The return journey of the chariots or Bahuda Jatra is on July 14, 2016.
At the world famous Puri Jagannath Temple in Orissa, Lord Krishna is worshipped as ‘Jagannath’ – ‘master of the universe.’ Balabhadra is the elder brother of Lord Krishna and Subhadra is his younger sister.
The making of the Rathas for the annual festival begins on the Akshaya Tritiya day. The main rituals associated with Puri Rath Yatra festival is spread over a month and several rituals, like Snana Purnima and Anasara, take place during this period.
The Snana Yatra or Snana Purnima (Bathing Festival) takes place on the full moon day in the month of Jyestha (May – June). On this day, the three deities are bathed in 108 pitchers of water.
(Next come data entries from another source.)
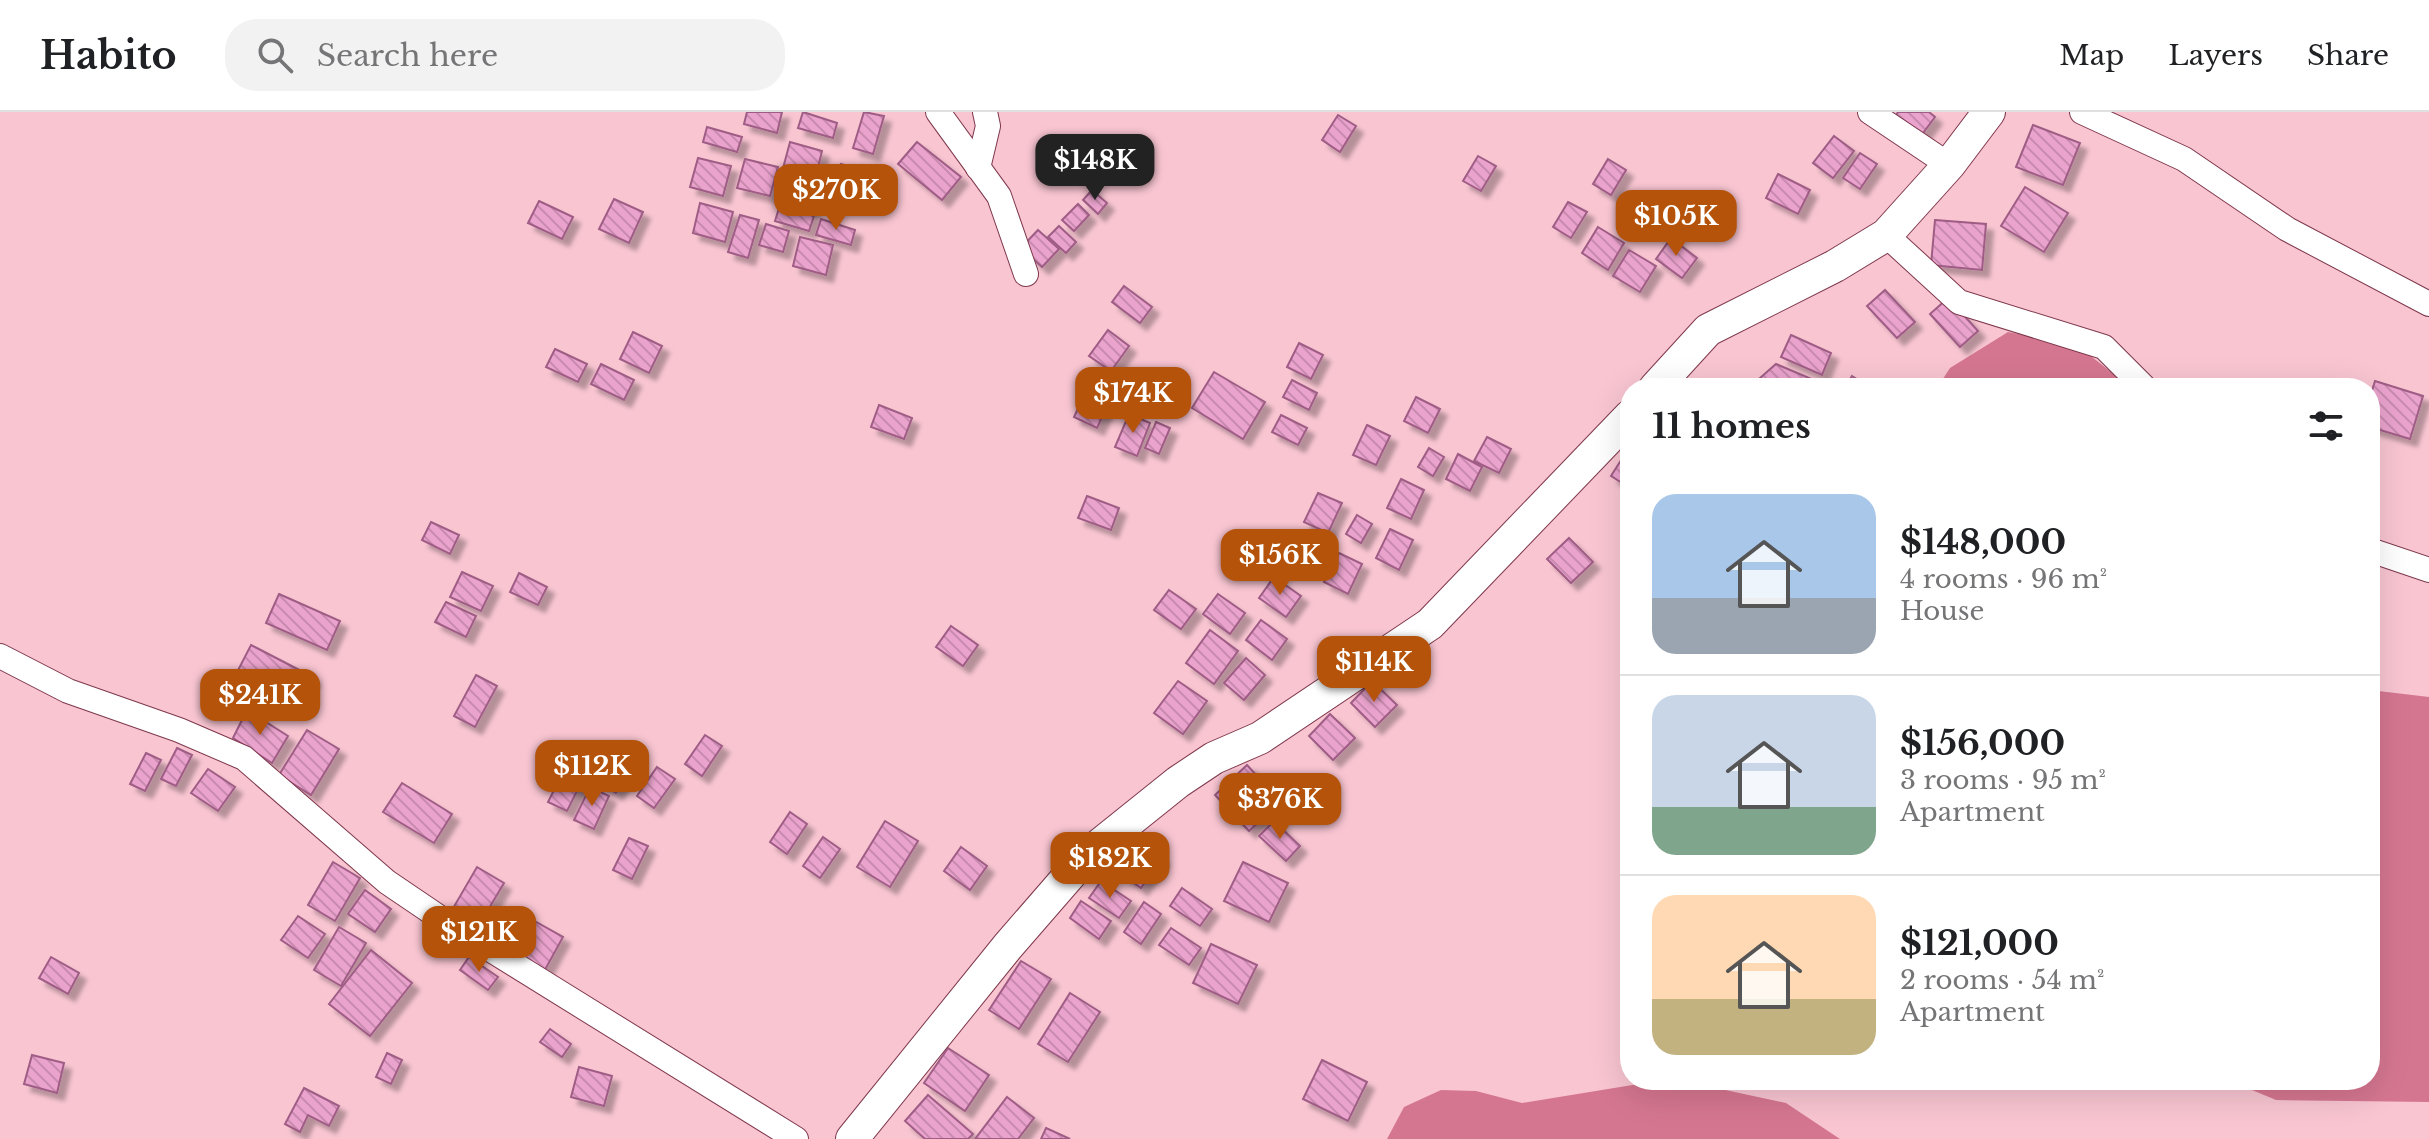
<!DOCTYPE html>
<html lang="en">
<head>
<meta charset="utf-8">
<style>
	body { margin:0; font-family:"Libre Baskerville",serif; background:#f2f2f2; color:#202124; height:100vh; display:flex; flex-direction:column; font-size:30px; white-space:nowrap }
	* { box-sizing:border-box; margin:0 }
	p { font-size:26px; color:#757577 }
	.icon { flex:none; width:44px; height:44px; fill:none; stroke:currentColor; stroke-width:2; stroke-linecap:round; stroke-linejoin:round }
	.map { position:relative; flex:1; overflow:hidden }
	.details { position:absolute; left:1620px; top:266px; width:760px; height:712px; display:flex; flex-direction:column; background:#fff; border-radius:32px; box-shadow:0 8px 32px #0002 }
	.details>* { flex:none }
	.price { position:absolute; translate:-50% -68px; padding:0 18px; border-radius:16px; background:#b45309; color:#fff; font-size:26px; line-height:52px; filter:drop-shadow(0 2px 4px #0008) }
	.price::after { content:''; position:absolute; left:50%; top:48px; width:24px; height:18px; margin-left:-12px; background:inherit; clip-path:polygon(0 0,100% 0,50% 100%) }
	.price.current { background:#222; color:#fff }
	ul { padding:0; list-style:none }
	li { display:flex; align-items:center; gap:24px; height:200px; padding:0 32px }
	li+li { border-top:2px solid #e0e0e0 }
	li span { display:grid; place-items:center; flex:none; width:224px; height:160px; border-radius:24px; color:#555 }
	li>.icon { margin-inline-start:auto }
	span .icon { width:96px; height:96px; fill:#fffc; stroke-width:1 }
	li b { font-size:34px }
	h2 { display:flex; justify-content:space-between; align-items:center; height:96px; padding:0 32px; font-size:34px }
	header { display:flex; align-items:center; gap:48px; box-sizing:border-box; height:112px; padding:0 40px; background:#fff; border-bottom:2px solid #e0e0e0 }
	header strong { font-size:38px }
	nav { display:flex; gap:44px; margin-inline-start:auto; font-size:28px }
	.search { width:560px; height:72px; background:#f2f2f2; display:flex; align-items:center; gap:20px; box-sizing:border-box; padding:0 28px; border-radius:32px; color:#757577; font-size:30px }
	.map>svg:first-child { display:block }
	.water { fill:#d57690 }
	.building { fill:url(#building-back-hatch); stroke:#9f5d85; stroke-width:2; filter:url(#shadow) }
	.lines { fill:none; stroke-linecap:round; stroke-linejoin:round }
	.street-casing { stroke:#7f384d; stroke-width:26 }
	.secondary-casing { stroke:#7f384d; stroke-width:34 }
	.street { stroke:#fff; stroke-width:24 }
	.secondary { stroke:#fff; stroke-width:32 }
</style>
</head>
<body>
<header>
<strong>Habito</strong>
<div class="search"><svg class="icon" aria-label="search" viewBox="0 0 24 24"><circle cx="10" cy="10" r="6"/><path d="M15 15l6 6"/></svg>Search here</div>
<nav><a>Map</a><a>Layers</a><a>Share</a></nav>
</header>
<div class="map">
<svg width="2429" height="1027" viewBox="0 0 2429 1027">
	<defs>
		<pattern id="building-back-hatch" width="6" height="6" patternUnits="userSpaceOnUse" patternTransform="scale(2)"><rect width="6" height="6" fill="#eaa3cd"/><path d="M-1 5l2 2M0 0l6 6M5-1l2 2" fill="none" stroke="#c88baf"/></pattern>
		<filter id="shadow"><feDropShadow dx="7" dy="7" stdDeviation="2" flood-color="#0004"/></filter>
	</defs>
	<rect width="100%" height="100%" fill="#f8c5d1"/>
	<g class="water">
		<path d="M2008,220L2077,233L2131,276H1937L1950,256Z"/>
		<path d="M2370,578L2429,585V990L2276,988L2228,968H2370Z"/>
		<path d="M1663,968H1679L1786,991L1840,1027H1387L1404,995L1441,978L1476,979L1522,991Z"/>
	</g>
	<g class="building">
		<path d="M747,0H782L777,21L744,12Z"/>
		<path d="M803,0L837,11L833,26L798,16Z"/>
		<path d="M864,0L884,4L873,42L853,36Z"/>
		<path d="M1898,0H1929L1935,5L1920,25L1894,6Z"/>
		<path d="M1338,3L1356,14L1340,40L1322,28Z"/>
		<path d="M2033,13L2080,31L2063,73L2016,55Z"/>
		<path d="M707,15L742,25L737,40L703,30Z"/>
		<path d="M1834,24L1854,39L1833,66L1813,51Z"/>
		<path d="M790,30L822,39L815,68L782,60Z"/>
		<path d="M917,30L961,65L942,88L898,52Z"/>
		<path d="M1860,41L1877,52L1860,77L1843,66Z"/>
		<path d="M1478,44L1496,54L1481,79L1463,69Z"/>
		<path d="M698,46L731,54L723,84L690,75Z"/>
		<path d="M745,47L778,55L770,84L737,76Z"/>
		<path d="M1608,47L1626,58L1611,83L1593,72Z"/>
		<path d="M841,52L872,61L865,85L833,76Z"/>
		<path d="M1778,62L1810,78L1798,102L1766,86Z"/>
		<path d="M785,68L818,78L812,99L779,89Z"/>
		<path d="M2025,75L2068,101L2044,140L2001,114Z"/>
		<path d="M1092,78L1107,91L1098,102L1083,88Z"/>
		<path d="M614,87L643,100L629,131L599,117Z"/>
		<path d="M539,89L573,105L562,127L528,111Z"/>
		<path d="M1568,90L1587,100L1571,126L1553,115Z"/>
		<path d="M700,91L733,100L725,130L693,121Z"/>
		<path d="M1078,92L1089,103L1074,119L1062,108Z"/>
		<path d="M780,93L814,104L809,119L775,109Z"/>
		<path d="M740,103L759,108L748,146L728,140Z"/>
		<path d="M821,107L855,118L851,133L816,123Z"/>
		<path d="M1935,108L1986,112L1982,158L1931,153Z"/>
		<path d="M766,112L789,119L783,140L759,133Z"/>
		<path d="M1059,114L1076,130L1066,141L1048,125Z"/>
		<path d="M1598,115L1624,131L1608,158L1582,141Z"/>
		<path d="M1038,118L1059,137L1042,155L1021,136Z"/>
		<path d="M800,125L833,133L826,163L793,154Z"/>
		<path d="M1671,126L1697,146L1682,166L1656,147Z"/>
		<path d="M1629,138L1656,154L1640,180L1613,164Z"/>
		<path d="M1124,174L1152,195L1140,211L1112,190Z"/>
		<path d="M1885,178L1915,210L1897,226L1867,194Z"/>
		<path d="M1948,186L1978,219L1960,235L1930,202Z"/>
		<path d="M1108,218L1129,234L1111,259L1089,244Z"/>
		<path d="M633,220L662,234L649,261L620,247Z"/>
		<path d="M1791,223L1831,241L1822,263L1781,245Z"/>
		<path d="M1299,231L1323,243L1311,267L1287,255Z"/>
		<path d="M555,237L587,252L578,270L546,255Z"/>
		<path d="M601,252L634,268L624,288L591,272Z"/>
		<path d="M1776,252L1828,274V276H1780L1760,266Z"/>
		<path d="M1214,260L1265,290L1243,327L1192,296Z"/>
		<path d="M1852,264L1871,276H1845Z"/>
		<path d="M1292,268L1317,281L1309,298L1283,285Z"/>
		<path d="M2375,269L2423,284L2410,327L2370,315V285Z"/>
		<path d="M1088,275L1111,286L1097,316L1074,305Z"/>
		<path d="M1416,285L1440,297L1428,321L1404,309Z"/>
		<path d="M879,293L912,306L904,327L871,315Z"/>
		<path d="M1129,302L1150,311L1137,344L1115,335Z"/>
		<path d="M1281,303L1307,316L1298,333L1272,320Z"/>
		<path d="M1156,310L1170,316L1159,342L1145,336Z"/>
		<path d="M1367,313L1390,324L1376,353L1353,343Z"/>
		<path d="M1487,325L1511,337L1499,361L1474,349Z"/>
		<path d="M1429,336L1444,345L1433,364L1418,355Z"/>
		<path d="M1458,342L1482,355L1470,379L1446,367Z"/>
		<path d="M1623,345L1630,349V376L1611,364Z"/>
		<path d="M1401,367L1424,378L1411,407L1387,396Z"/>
		<path d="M1318,381L1342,391L1328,421L1304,410Z"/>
		<path d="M1087,384L1119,396L1111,418L1078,406Z"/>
		<path d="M1357,403L1372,412L1361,431L1346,422Z"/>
		<path d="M431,410L459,423L450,442L422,428Z"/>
		<path d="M1390,417L1413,428L1399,458L1376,446Z"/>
		<path d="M1569,426L1593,450L1571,471L1547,447Z"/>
		<path d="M1339,441L1362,452L1348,482L1324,470Z"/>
		<path d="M462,460L493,474L481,499L450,485Z"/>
		<path d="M519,461L547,475L538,493L510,480Z"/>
		<path d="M1274,465L1301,484L1286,505L1259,486Z"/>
		<path d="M1169,478L1196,497L1181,517L1154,498Z"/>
		<path d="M279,482L340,509L327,538L266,511Z"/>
		<path d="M1218,482L1245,501L1230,522L1203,502Z"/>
		<path d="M446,490L476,504L466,525L435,510Z"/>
		<path d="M1261,508L1287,527L1272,548L1246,528Z"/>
		<path d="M951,514L978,533L963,554L936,535Z"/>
		<path d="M1210,518L1238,539L1214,572L1186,551Z"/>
		<path d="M251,533L313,565L297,596L235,564Z"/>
		<path d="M1246,546L1265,563L1244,588L1224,571Z"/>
		<path d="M476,563L497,574L475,615L454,604Z"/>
		<path d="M1178,569L1207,589L1183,622L1154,601Z"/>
		<path d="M1372,569L1397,593L1375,615L1351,591Z"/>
		<path d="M247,598L288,624L272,651L233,626Z"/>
		<path d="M1330,602L1355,626L1333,648L1309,624Z"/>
		<path d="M307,618L339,637L311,683L279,663Z"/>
		<path d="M705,623L722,634L702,664L685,652Z"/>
		<path d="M177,636L192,643L176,674L161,667Z"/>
		<path d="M146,641L161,648L145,679L130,672Z"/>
		<path d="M595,645L627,663L616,681L585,663Z"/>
		<path d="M1247,653L1281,690L1249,719L1215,683Z"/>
		<path d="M657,655L675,667L654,696L637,684Z"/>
		<path d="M208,657L235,675L218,699L191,681Z"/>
		<path d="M564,658L583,667L567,699L548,690Z"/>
		<path d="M402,671L452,702L434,731L383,700Z"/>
		<path d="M590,675L609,684L594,717L574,708Z"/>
		<path d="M790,700L807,712L787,742L770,730Z"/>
		<path d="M885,709L918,729L890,775L857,755Z"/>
		<path d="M1274,709L1300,734L1286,749L1259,724Z"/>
		<path d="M823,725L840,737L820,766L803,754Z"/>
		<path d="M629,726L648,734L632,767L613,758Z"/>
		<path d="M1145,734L1162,746L1141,776L1124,764Z"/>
		<path d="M961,735L987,754L970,778L944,759Z"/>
		<path d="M333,750L360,766L335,809L308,793Z"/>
		<path d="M1243,750L1288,771L1269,810L1224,789Z"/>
		<path d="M477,755L504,771L479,813L452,798Z"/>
		<path d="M1101,769L1131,789L1119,806L1089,786Z"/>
		<path d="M1182,776L1212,797L1200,814L1170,794Z"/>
		<path d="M365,778L391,797L375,820L348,802Z"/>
		<path d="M1081,789L1111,809L1099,827L1070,806Z"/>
		<path d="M1144,790L1161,802L1141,832L1124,820Z"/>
		<path d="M522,802L563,825L541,865L500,841Z"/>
		<path d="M298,804L325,822L308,846L281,828Z"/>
		<path d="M339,815L366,831L341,874L314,858Z"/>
		<path d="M1171,816L1201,836L1189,853L1159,833Z"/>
		<path d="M1211,832L1257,853L1238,892L1193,871Z"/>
		<path d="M371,838L412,871L370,924L329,892Z"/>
		<path d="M51,845L79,861L68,882L39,866Z"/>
		<path d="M469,845L498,865L488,878L460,858Z"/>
		<path d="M1021,849L1051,867L1019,917L989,898Z"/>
		<path d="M1070,881L1100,900L1068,950L1038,932Z"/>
		<path d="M550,917L571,932L562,945L540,930Z"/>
		<path d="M948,936L989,963L965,999L924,971Z"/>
		<path d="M387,941L402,948L391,972L376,965Z"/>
		<path d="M32,943L64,951L57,981L24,972Z"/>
		<path d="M1322,948L1367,970L1348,1009L1303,987Z"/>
		<path d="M579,955L612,964L604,994L571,985Z"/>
		<path d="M304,976L339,994L329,1014L308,1003L300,1020L285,1012Z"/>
		<path d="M928,983L973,1022L968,1027H925L905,1009Z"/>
		<path d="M1007,985L1034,1006L1018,1027H975Z"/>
		<path d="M1046,1016L1070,1027H1041Z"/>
	</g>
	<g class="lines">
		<defs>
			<g id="street">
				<path d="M938,0L999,84L1026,162"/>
				<path d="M1870,0L1949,53"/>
				<path d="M2082,0L2184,47L2287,117L2429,192"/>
				<path d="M978,56L988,14L985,0"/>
				<path d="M1886,123L1959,190L2104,235L2145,276"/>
				<path d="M2370,438L2429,458"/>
				<path d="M0,544L68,579L179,618L244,646L387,770L446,810L796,1027"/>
			</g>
			<g id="secondary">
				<path d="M1655,276L1708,218L1835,154L1886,123L1949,53L1989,0"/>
				<path d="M852,1027L1008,834L1087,743L1178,670L1214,646L1260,626L1430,512L1630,304"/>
			</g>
		</defs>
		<use href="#street" class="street-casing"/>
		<use href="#secondary" class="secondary-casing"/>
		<use href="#street" class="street"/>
		<use href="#secondary" class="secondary"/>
	</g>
</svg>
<b class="price current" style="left:1095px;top:90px">$148K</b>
<b class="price" style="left:836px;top:120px">$270K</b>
<b class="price" style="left:1676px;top:146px">$105K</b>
<b class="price" style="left:1133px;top:323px">$174K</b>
<b class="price" style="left:1280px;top:485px">$156K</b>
<b class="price" style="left:1374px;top:592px">$114K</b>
<b class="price" style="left:260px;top:625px">$241K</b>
<b class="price" style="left:592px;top:696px">$112K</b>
<b class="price" style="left:1280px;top:729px">$376K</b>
<b class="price" style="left:1110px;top:788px">$182K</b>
<b class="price" style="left:479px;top:862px">$121K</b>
<section class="details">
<h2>11 homes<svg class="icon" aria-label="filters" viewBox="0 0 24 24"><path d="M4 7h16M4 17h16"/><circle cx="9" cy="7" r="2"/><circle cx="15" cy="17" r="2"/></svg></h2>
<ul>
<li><span style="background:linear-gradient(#a9c7e8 65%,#9aa5b1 0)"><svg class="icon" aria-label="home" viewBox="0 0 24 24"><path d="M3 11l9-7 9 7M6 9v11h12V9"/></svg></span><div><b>$148,000</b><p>4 rooms · 96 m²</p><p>House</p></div></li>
<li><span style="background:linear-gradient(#c9d6e8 70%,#7fa58c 0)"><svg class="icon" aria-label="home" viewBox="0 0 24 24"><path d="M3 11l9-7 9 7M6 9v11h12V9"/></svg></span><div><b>$156,000</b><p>3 rooms · 95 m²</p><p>Apartment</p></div></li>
<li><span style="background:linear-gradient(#ffd9b3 65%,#c2b280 0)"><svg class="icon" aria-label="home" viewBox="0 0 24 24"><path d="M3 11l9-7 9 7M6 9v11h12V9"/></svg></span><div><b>$121,000</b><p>2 rooms · 54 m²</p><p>Apartment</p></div></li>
</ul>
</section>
</div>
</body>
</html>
After the elaborate Snana Yatra festival, the three deities stay away from public view and this is known as ‘Anasara.’ It is believed that after such elaborate ritualistic bath the deities catch fever and therefore they do not return to the sanctum sanctorum of the temple.
The idols of the three deities then make an appearance after 15 days of ‘anasara’ in a new appearance known as ‘Navaya Yauvana Vesha.’ The wooden idols of the deities are given a fresh coat of paint.
Next auspicious ceremony is the world famous Ratha Yatra. On this day, thousands of devotees pull the three huge chariots carrying Lord Jagannath, Balabhadra and Subhadra through the grand road (Bada Danda) to the Gundicha Temple. The deities visit their aunt here.
The three deities enter the temple of their aunt on the next day and stay there for seven days.
On the fifth day, Goddess Lakshmi, wife of Lord Jagannath, comes in search of him to the Gundicha temple.
On finding his chariot there, she damages Jagannath’s chariot and returns back in anger.
After the week-long stay, the three deities return and the journey is known as Bahuda Yatra.
During the return journey, the chariot of Jagannath stops at the Ardhasani Temple (Mausa Ma temple). Here, Lord accepts his favorite rice cake known as Poda Pitha from his aunt who is the presiding deity of the temple.
The deities reach the Puri Jagannath Temple in the evening and wait outside for the day.
On the next day, the deities are attired in new costumes and this new form of the idols is known as ‘Suna Vesa.’
The following day, the deities move into the sanctum sanctorum of the temple and the Rath Yatra festival comes to an end.